XHXL-FM
- Monterrey, Nuevo León; Mexico;
- Frequency: 91.7 MHz
- Branding: 91.7 Premier

Programming
- Format: Spanish & English classic hits

Ownership
- Owner: Grupo ABC; (Profesionales de la Radio, S.A. de C.V.);
- Sister stations: XHGBO-FM, XHRK-FM, XHMG-FM, XEBJB-AM, XEFZ-AM, XEMR-AM, XEVB-AM, XENV-AM

History
- First air date: December 15, 1959 (concession)

Technical information
- Licensing authority: CRT
- Class: C1
- ERP: 100 kW
- HAAT: −206.7 meters (−678 ft)
- Transmitter coordinates: 25°39′22.7″N 100°19′54.5″W﻿ / ﻿25.656306°N 100.331806°W

Links
- Website: premier917.fm

= XHXL-FM =

Radio station in Monterrey, Nuevo León

XHXL-FM is a radio station in Monterrey, Nuevo León.

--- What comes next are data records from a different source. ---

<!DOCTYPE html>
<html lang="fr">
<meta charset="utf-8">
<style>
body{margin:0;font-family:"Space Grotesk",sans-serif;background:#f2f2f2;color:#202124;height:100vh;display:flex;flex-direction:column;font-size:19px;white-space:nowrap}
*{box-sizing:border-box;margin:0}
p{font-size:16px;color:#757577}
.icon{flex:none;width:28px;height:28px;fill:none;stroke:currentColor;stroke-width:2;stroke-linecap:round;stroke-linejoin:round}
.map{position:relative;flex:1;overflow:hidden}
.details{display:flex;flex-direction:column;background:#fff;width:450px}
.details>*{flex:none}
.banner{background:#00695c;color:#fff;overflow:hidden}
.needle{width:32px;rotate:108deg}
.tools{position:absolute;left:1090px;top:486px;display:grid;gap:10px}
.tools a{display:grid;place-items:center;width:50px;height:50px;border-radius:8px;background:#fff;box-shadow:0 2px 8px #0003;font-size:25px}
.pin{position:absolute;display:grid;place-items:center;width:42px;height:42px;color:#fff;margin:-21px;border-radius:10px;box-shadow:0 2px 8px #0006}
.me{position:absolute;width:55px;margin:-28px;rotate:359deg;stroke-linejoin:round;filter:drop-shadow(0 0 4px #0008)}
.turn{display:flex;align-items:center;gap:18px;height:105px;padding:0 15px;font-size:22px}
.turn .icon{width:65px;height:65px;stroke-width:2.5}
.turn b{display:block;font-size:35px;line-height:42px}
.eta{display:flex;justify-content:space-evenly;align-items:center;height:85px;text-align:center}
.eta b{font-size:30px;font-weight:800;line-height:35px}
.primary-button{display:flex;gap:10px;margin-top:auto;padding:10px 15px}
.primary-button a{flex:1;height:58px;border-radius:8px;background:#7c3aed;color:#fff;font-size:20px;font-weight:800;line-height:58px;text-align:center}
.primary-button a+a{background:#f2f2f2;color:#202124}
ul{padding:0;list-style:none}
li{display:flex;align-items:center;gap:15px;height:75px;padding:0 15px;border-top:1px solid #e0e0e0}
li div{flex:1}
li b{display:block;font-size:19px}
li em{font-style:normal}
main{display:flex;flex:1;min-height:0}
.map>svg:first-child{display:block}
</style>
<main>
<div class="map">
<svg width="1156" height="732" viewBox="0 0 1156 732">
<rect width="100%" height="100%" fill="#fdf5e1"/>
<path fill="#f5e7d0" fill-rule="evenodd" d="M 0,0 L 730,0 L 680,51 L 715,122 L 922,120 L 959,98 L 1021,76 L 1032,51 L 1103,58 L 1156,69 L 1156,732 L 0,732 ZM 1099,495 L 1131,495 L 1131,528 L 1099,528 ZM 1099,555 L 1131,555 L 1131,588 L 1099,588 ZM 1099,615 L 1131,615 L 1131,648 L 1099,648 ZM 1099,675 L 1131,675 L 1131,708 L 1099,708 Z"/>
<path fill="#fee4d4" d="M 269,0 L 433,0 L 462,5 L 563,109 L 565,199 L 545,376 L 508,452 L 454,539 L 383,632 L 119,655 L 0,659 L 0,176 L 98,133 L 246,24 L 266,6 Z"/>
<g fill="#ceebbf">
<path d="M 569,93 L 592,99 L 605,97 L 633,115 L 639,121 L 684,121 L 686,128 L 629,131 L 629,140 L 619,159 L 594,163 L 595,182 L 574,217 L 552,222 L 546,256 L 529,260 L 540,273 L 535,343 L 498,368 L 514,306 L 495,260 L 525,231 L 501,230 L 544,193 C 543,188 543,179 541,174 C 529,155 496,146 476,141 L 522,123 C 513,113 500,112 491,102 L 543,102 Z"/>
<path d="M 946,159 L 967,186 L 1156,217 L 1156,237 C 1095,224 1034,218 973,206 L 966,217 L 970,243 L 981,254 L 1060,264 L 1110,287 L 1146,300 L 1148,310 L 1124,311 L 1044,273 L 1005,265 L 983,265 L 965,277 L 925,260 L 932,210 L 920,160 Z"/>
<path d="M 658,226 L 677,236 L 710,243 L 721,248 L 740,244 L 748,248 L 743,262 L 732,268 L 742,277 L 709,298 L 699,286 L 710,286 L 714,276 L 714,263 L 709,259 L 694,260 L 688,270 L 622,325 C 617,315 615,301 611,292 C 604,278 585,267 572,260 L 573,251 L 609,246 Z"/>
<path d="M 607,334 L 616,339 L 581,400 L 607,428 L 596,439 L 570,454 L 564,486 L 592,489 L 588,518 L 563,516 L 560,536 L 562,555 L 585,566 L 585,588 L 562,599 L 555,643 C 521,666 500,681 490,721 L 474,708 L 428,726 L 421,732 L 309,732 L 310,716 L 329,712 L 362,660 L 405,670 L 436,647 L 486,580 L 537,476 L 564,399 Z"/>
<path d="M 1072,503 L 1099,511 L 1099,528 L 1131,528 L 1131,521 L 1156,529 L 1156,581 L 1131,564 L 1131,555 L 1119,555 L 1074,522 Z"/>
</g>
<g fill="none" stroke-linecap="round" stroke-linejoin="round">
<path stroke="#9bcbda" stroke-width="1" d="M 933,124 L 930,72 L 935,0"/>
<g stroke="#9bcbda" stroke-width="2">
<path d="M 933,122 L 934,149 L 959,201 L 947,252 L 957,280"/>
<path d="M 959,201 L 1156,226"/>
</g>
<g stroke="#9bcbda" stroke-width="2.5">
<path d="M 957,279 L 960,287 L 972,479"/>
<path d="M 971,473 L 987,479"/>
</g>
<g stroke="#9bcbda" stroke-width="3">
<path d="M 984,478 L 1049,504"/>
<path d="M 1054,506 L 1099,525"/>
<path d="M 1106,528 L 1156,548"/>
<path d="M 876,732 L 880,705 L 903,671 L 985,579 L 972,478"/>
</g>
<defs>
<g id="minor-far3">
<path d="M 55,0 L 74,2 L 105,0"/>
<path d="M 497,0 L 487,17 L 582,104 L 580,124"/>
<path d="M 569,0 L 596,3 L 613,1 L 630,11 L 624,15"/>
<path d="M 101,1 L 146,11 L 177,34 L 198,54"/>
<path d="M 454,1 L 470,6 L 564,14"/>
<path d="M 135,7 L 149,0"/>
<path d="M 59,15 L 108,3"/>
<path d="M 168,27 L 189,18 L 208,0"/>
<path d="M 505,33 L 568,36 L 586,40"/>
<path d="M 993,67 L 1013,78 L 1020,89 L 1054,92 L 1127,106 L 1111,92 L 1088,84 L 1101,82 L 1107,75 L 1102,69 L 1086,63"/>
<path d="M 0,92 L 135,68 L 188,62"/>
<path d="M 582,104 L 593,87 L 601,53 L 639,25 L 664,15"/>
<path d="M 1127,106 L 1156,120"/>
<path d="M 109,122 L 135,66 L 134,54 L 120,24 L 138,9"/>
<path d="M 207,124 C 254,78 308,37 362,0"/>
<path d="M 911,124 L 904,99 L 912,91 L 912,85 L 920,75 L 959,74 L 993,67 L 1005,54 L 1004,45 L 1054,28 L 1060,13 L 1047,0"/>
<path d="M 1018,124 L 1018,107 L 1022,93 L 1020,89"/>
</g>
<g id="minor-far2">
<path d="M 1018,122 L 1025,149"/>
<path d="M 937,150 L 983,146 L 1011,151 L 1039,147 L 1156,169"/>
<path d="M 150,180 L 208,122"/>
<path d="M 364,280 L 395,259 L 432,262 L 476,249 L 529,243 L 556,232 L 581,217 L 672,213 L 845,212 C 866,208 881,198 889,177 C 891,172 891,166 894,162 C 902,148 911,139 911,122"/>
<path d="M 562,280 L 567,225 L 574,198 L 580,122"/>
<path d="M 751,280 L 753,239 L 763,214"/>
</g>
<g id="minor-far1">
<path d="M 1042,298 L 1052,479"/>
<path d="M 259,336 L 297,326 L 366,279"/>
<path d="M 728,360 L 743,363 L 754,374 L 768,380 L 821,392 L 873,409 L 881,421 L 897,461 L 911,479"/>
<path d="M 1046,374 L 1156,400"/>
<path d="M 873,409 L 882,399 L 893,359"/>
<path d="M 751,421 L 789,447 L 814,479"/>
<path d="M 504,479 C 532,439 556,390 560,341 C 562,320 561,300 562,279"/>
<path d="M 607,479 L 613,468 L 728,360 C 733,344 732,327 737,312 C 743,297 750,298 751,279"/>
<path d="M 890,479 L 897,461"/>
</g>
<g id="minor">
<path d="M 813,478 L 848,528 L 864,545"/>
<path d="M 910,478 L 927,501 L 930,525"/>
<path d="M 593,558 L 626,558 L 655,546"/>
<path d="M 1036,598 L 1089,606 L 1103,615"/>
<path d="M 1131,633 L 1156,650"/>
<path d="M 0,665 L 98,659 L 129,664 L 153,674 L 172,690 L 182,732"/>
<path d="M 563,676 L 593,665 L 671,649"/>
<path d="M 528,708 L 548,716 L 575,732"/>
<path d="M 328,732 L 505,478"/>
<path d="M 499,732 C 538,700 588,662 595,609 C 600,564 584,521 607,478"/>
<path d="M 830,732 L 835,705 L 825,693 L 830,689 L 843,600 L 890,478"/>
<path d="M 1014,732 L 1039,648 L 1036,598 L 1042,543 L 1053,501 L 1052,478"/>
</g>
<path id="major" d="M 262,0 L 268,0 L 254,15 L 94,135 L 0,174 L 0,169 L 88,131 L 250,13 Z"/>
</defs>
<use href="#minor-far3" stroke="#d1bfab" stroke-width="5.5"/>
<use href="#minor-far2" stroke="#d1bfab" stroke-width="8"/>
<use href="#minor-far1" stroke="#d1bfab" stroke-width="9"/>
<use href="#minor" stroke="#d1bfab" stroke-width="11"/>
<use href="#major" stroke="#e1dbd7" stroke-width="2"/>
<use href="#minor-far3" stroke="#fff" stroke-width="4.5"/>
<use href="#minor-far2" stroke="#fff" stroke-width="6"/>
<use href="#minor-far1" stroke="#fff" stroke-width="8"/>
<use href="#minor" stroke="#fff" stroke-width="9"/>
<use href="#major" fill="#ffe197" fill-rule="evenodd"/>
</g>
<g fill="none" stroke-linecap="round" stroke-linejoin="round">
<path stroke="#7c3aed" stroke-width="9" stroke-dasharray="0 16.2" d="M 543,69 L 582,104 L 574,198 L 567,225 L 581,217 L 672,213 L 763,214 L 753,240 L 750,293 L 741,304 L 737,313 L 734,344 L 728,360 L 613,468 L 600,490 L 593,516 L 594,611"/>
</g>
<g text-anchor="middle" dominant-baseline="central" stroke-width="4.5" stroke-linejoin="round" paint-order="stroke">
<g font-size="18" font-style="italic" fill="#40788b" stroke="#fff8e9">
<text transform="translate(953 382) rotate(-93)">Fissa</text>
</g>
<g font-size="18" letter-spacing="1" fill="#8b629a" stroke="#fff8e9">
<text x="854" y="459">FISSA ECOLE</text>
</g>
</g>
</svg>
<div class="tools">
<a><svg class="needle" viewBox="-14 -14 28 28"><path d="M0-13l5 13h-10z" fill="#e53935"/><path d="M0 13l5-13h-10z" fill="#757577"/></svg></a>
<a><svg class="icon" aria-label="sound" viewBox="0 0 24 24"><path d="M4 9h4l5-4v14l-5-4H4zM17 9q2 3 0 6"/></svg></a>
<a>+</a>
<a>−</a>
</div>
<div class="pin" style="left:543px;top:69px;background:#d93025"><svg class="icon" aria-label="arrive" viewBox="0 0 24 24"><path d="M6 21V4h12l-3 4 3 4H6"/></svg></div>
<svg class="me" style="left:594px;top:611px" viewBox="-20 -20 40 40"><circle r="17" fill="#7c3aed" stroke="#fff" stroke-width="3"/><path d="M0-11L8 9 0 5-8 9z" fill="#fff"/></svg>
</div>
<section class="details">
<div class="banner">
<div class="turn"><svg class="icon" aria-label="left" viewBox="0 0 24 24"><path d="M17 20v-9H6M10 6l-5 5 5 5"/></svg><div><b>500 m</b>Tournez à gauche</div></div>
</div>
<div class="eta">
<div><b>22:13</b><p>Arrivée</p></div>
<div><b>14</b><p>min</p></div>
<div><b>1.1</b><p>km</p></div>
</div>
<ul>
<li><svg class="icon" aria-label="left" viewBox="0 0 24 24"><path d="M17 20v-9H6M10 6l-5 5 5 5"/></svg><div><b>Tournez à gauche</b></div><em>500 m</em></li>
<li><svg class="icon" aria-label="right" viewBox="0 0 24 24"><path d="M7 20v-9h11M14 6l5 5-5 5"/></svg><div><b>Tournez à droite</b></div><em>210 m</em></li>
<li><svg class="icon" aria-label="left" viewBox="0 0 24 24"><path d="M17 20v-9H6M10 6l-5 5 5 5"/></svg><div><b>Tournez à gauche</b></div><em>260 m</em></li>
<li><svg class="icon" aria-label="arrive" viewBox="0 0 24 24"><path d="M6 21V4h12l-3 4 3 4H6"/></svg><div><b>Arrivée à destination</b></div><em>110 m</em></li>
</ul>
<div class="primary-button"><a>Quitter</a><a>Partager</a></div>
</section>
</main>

Mexico. Broadcasting on 91.7 FM, XHXL is owned by Grupo Radio Alegría and is known as 91.7 Premier.

==History==
The concession for XHXL was obtained on December 15, 1959 by Gonzalo Estrada Cruz.

On February 22, 2020, XHXL began stunting with a loop of "This Love" by Maroon 5. Two days later, the station flipped from its previous Rock FM identity to adult contemporary as Nova 91.7. The format lasted less than a year and was replaced with "Premier 91.7" on January 4, 2021; the Premier moniker had previously been used at the company's XHMG-FM 102.9.